>>>>
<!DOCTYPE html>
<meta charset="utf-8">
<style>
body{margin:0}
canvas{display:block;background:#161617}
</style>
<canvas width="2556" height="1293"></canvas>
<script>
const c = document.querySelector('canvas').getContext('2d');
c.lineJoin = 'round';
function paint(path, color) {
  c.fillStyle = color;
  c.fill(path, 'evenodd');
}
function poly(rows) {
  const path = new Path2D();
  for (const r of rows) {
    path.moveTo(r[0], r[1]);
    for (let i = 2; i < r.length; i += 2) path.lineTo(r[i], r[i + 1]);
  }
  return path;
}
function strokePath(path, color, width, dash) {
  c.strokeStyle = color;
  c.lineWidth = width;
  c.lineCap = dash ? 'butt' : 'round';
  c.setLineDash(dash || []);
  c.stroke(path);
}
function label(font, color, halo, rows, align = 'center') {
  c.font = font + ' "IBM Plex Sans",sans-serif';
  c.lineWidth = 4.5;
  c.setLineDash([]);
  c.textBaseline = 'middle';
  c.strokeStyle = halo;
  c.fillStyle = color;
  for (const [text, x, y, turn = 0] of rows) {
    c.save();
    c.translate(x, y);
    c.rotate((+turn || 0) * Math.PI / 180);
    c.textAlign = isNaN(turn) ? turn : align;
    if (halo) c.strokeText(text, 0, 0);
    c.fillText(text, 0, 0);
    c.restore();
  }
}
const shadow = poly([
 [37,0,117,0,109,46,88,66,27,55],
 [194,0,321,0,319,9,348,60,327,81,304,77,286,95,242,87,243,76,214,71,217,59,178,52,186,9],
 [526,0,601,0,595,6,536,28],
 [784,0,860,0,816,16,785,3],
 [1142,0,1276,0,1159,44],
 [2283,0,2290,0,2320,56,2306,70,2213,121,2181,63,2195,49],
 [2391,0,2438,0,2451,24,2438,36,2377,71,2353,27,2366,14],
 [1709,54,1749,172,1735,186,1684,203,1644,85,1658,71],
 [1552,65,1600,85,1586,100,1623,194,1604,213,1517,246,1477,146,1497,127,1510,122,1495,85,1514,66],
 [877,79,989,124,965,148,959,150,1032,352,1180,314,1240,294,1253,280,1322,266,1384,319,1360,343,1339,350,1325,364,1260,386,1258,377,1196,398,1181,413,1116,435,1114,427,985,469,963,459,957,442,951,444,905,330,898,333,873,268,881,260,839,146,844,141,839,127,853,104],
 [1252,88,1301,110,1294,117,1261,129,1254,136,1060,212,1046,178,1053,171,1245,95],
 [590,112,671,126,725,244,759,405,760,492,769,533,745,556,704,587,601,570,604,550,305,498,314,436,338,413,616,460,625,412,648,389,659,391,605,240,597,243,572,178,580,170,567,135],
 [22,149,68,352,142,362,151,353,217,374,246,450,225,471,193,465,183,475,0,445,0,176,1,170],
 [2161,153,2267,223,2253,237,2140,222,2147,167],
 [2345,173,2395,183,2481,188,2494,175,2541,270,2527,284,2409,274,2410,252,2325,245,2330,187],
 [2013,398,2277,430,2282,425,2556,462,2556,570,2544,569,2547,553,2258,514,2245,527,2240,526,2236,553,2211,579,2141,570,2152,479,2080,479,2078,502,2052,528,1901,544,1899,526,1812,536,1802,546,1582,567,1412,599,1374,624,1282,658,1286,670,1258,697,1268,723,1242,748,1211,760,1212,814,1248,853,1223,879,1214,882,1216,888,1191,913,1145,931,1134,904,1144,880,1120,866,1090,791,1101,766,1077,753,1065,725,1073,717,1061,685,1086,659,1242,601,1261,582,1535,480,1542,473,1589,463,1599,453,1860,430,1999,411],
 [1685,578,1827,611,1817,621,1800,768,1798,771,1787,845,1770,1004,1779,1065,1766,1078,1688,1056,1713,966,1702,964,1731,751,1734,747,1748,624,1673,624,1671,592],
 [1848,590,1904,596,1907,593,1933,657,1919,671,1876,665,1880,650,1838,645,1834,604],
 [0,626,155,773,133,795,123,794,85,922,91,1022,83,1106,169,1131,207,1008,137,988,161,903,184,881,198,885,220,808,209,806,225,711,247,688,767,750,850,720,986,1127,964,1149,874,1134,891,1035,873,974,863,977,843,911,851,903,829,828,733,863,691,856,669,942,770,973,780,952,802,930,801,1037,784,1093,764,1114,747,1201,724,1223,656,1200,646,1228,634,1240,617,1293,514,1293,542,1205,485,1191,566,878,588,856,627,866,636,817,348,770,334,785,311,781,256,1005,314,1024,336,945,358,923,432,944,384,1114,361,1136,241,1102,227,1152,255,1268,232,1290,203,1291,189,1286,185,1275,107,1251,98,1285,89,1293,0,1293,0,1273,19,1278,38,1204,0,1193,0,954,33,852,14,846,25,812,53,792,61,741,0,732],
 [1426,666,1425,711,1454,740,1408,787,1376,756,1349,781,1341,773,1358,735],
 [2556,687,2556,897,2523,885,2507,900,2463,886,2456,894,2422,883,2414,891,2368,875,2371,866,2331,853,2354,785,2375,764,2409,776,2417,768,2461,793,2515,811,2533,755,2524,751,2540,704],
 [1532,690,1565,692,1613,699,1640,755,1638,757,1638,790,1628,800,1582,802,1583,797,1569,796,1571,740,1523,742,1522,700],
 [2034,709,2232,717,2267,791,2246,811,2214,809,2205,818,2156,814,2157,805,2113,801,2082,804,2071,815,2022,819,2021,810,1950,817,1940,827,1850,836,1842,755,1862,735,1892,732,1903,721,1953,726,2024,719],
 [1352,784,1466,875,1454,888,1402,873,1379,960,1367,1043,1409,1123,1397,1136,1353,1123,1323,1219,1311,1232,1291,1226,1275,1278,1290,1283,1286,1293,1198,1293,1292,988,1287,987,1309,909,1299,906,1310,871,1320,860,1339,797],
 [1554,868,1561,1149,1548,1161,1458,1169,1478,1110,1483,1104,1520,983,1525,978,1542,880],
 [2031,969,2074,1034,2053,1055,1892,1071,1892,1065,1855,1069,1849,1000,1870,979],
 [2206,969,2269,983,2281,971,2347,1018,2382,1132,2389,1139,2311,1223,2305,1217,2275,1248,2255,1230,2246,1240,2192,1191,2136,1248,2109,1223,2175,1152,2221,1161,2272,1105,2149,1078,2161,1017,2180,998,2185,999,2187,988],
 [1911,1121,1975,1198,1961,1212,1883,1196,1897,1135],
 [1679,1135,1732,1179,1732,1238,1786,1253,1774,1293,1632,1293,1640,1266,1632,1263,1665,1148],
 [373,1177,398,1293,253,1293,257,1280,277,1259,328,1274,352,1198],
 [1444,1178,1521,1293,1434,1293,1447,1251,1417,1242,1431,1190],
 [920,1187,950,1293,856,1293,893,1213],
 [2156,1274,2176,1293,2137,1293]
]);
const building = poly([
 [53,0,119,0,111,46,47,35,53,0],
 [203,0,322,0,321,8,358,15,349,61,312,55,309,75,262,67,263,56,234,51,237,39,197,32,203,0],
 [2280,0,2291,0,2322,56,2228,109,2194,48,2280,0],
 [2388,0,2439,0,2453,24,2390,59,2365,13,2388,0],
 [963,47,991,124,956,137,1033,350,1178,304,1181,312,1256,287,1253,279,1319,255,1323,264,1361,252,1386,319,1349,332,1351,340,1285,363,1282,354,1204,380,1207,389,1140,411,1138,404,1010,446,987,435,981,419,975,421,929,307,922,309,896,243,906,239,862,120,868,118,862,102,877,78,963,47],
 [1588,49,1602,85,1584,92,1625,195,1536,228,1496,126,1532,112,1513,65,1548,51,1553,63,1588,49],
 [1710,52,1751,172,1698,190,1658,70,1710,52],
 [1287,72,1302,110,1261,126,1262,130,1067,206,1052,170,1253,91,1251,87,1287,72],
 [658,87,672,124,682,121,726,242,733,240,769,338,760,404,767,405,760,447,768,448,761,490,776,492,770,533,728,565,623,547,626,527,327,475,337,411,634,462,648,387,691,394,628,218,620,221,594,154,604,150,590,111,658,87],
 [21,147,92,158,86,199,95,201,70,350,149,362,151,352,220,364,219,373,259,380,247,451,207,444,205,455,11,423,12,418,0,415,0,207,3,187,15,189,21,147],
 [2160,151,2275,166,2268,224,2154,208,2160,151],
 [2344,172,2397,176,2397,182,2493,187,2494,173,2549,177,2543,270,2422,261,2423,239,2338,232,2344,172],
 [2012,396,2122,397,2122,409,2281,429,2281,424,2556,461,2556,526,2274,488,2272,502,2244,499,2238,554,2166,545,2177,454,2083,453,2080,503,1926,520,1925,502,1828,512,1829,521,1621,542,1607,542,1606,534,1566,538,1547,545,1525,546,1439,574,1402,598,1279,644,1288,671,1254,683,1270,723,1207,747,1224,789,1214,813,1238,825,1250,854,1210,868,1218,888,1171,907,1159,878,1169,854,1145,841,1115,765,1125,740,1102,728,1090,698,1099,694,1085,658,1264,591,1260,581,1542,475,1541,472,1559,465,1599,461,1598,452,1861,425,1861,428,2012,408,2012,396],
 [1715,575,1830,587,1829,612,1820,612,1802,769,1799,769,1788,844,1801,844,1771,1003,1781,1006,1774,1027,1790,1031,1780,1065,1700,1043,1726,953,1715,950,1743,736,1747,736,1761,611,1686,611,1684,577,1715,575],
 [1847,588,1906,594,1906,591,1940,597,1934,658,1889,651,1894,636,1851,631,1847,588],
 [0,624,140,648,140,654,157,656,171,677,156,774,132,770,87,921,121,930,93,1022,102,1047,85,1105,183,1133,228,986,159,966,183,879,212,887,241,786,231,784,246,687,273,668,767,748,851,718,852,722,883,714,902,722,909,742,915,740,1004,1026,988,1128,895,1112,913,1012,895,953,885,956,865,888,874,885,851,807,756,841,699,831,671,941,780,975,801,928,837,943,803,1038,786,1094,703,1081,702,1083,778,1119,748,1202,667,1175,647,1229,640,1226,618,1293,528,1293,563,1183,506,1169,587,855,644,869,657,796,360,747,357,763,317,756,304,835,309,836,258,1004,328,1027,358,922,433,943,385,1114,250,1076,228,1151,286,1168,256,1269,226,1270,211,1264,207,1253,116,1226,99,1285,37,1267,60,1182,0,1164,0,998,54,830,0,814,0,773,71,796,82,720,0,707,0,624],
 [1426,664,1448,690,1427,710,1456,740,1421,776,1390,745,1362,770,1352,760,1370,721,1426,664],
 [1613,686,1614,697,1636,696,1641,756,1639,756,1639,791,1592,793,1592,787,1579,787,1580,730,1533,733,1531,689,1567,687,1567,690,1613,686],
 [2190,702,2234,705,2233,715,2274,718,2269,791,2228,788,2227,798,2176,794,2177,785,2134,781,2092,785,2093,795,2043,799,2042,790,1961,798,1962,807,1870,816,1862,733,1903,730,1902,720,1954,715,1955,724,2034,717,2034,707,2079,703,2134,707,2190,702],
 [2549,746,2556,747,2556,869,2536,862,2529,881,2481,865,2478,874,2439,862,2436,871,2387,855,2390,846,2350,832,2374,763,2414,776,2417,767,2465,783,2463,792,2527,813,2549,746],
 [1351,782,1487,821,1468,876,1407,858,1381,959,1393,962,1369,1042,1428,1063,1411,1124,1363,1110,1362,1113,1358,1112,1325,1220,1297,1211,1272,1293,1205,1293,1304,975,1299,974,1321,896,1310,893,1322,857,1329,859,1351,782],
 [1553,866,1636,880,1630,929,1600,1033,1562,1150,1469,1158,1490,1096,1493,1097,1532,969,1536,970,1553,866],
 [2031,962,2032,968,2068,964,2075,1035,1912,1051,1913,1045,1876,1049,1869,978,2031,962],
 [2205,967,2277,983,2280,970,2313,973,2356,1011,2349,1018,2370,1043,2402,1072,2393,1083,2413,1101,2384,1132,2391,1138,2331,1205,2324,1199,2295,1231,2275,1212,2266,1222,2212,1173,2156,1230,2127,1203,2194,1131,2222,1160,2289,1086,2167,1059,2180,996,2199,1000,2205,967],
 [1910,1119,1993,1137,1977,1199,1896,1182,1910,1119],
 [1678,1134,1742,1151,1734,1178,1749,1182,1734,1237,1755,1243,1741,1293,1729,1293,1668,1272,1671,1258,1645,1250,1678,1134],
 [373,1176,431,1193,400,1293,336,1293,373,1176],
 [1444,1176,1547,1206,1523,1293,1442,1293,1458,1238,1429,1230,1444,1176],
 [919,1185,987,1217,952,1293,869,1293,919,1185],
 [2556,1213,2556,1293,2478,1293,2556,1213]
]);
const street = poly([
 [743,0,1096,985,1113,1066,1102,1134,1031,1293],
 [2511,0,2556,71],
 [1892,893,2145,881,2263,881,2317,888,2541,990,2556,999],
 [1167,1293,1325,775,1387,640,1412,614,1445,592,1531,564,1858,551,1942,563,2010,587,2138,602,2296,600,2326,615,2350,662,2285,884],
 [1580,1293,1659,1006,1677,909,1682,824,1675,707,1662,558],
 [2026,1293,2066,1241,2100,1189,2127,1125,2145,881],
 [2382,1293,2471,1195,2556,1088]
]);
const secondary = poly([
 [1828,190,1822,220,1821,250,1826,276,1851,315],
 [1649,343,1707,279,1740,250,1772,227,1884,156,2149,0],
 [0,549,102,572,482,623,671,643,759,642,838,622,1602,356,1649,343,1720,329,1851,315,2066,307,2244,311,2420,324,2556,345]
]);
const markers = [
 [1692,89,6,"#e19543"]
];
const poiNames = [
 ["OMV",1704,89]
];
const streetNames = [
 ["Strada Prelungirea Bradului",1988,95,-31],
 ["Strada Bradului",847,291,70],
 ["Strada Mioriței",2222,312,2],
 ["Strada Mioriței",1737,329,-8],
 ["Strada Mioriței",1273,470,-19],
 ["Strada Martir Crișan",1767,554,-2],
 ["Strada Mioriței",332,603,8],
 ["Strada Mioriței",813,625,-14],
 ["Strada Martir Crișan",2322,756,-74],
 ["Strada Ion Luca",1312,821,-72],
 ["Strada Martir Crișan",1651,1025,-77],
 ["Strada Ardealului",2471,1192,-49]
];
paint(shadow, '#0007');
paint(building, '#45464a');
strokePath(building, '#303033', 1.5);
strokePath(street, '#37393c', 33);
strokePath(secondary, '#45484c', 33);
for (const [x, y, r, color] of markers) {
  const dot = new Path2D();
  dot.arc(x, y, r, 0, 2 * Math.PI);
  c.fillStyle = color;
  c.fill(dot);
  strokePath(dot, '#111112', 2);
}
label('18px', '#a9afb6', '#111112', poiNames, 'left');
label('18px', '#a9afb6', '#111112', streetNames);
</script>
<<<<
**Task to carry out:** Among the records above, find each line containing the string "align" and copy it.

**Response to the task:**
function label(font, color, halo, rows, align = 'center') {
    c.textAlign = isNaN(turn) ? turn : align;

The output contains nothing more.